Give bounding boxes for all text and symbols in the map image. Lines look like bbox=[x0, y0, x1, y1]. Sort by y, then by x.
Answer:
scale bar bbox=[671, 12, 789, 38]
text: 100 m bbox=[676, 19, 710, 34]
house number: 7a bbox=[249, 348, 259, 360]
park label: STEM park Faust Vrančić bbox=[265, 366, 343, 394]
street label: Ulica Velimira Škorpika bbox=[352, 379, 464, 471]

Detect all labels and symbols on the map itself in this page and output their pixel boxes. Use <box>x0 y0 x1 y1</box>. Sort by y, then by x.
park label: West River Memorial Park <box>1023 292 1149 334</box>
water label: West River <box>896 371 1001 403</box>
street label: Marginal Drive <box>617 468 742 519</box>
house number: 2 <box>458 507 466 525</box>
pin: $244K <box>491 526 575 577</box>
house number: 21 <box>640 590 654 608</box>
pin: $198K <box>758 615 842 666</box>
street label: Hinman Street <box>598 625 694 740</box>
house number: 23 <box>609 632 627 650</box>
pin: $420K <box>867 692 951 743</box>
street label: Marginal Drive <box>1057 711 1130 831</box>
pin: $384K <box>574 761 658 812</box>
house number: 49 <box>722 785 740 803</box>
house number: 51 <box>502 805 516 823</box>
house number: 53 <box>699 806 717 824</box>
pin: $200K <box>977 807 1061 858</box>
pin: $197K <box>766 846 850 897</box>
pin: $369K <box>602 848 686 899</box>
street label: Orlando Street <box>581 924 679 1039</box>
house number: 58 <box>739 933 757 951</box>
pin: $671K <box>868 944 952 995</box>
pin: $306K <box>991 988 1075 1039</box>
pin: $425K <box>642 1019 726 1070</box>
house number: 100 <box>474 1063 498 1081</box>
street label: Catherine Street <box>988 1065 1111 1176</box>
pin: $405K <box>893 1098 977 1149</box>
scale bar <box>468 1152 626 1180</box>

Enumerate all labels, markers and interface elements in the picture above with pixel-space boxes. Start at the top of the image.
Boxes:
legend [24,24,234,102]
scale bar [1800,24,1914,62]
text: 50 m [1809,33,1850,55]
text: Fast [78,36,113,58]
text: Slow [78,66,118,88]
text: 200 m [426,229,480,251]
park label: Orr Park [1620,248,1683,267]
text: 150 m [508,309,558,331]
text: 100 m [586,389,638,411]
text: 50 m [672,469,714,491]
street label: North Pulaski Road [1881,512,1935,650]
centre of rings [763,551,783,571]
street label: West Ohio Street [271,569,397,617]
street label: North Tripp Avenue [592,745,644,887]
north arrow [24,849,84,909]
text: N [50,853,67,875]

-*-

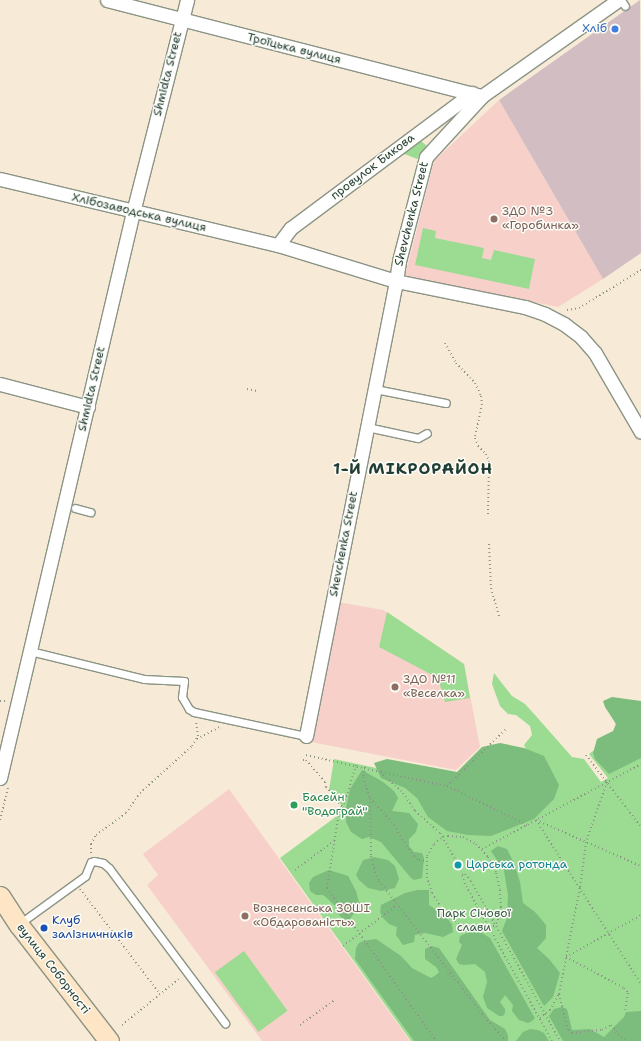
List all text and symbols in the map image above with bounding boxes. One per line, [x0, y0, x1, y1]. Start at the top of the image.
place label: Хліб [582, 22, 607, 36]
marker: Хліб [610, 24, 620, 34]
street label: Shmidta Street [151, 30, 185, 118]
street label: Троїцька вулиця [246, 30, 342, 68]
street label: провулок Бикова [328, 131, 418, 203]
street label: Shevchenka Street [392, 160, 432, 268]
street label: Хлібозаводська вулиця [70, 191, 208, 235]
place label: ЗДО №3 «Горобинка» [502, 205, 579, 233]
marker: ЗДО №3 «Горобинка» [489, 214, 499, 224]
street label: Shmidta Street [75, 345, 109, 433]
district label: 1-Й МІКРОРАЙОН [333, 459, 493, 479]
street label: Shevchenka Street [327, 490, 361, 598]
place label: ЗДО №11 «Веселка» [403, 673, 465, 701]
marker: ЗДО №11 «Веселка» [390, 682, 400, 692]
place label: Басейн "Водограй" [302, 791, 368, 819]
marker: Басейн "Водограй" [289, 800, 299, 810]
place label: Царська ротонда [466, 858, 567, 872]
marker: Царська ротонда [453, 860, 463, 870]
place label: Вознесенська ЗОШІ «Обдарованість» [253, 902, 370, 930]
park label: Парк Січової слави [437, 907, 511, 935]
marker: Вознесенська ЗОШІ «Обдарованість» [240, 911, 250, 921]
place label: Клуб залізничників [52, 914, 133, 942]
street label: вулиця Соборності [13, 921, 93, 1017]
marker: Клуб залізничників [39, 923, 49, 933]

-*-

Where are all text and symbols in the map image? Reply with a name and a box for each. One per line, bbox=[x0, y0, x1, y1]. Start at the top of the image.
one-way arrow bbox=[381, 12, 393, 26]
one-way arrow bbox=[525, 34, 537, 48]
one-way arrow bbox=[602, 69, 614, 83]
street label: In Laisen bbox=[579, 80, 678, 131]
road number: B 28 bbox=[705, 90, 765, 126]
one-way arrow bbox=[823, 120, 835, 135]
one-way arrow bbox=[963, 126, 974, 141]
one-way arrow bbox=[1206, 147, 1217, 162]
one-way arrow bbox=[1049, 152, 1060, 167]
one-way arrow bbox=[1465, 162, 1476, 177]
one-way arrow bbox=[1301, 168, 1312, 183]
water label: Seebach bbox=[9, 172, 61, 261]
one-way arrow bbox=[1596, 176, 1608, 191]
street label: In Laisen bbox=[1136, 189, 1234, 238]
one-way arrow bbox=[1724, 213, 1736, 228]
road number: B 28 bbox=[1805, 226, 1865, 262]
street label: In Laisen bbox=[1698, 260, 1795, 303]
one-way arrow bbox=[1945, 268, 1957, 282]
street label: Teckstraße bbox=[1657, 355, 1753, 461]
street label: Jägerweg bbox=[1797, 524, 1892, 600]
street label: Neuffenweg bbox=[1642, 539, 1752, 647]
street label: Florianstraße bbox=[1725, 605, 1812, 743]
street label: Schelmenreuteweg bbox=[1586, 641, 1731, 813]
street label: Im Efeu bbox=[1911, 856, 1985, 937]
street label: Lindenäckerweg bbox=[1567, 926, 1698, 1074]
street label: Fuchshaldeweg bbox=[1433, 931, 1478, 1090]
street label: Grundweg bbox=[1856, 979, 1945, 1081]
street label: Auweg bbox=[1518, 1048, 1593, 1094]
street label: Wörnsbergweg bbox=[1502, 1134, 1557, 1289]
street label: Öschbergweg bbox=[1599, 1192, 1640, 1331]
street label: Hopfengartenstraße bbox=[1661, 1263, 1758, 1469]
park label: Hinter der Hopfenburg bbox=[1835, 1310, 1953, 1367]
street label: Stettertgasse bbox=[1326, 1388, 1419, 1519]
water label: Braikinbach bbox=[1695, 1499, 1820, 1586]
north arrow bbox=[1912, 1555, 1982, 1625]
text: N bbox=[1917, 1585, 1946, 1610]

-*-

§ EXERCISE DIRECTIONS
In the listing above, locate the line with "Give bounding boxes" and the line with "Enumerate all labels, markers", then extract exactly those lines and every line between them, and nothing more.

§ FINISHED TASK
Give bounding boxes for all text and symbols in the map image. Lines look like bbox=[x0, y0, x1, y1]. Sort by y, then by x.
Answer:
scale bar bbox=[671, 12, 789, 38]
text: 100 m bbox=[676, 19, 710, 34]
house number: 7a bbox=[249, 348, 259, 360]
park label: STEM park Faust Vrančić bbox=[265, 366, 343, 394]
street label: Ulica Velimira Škorpika bbox=[352, 379, 464, 471]

Detect all labels and symbols on the map itself in this page and output their pixel boxes. Use <box>x0 y0 x1 y1</box>. Sort by y, then by x.
park label: West River Memorial Park <box>1023 292 1149 334</box>
water label: West River <box>896 371 1001 403</box>
street label: Marginal Drive <box>617 468 742 519</box>
house number: 2 <box>458 507 466 525</box>
pin: $244K <box>491 526 575 577</box>
house number: 21 <box>640 590 654 608</box>
pin: $198K <box>758 615 842 666</box>
street label: Hinman Street <box>598 625 694 740</box>
house number: 23 <box>609 632 627 650</box>
pin: $420K <box>867 692 951 743</box>
street label: Marginal Drive <box>1057 711 1130 831</box>
pin: $384K <box>574 761 658 812</box>
house number: 49 <box>722 785 740 803</box>
house number: 51 <box>502 805 516 823</box>
house number: 53 <box>699 806 717 824</box>
pin: $200K <box>977 807 1061 858</box>
pin: $197K <box>766 846 850 897</box>
pin: $369K <box>602 848 686 899</box>
street label: Orlando Street <box>581 924 679 1039</box>
house number: 58 <box>739 933 757 951</box>
pin: $671K <box>868 944 952 995</box>
pin: $306K <box>991 988 1075 1039</box>
pin: $425K <box>642 1019 726 1070</box>
house number: 100 <box>474 1063 498 1081</box>
street label: Catherine Street <box>988 1065 1111 1176</box>
pin: $405K <box>893 1098 977 1149</box>
scale bar <box>468 1152 626 1180</box>

Enumerate all labels, markers and interface elements in the picture above with pixel-space boxes. Start at the top of the image.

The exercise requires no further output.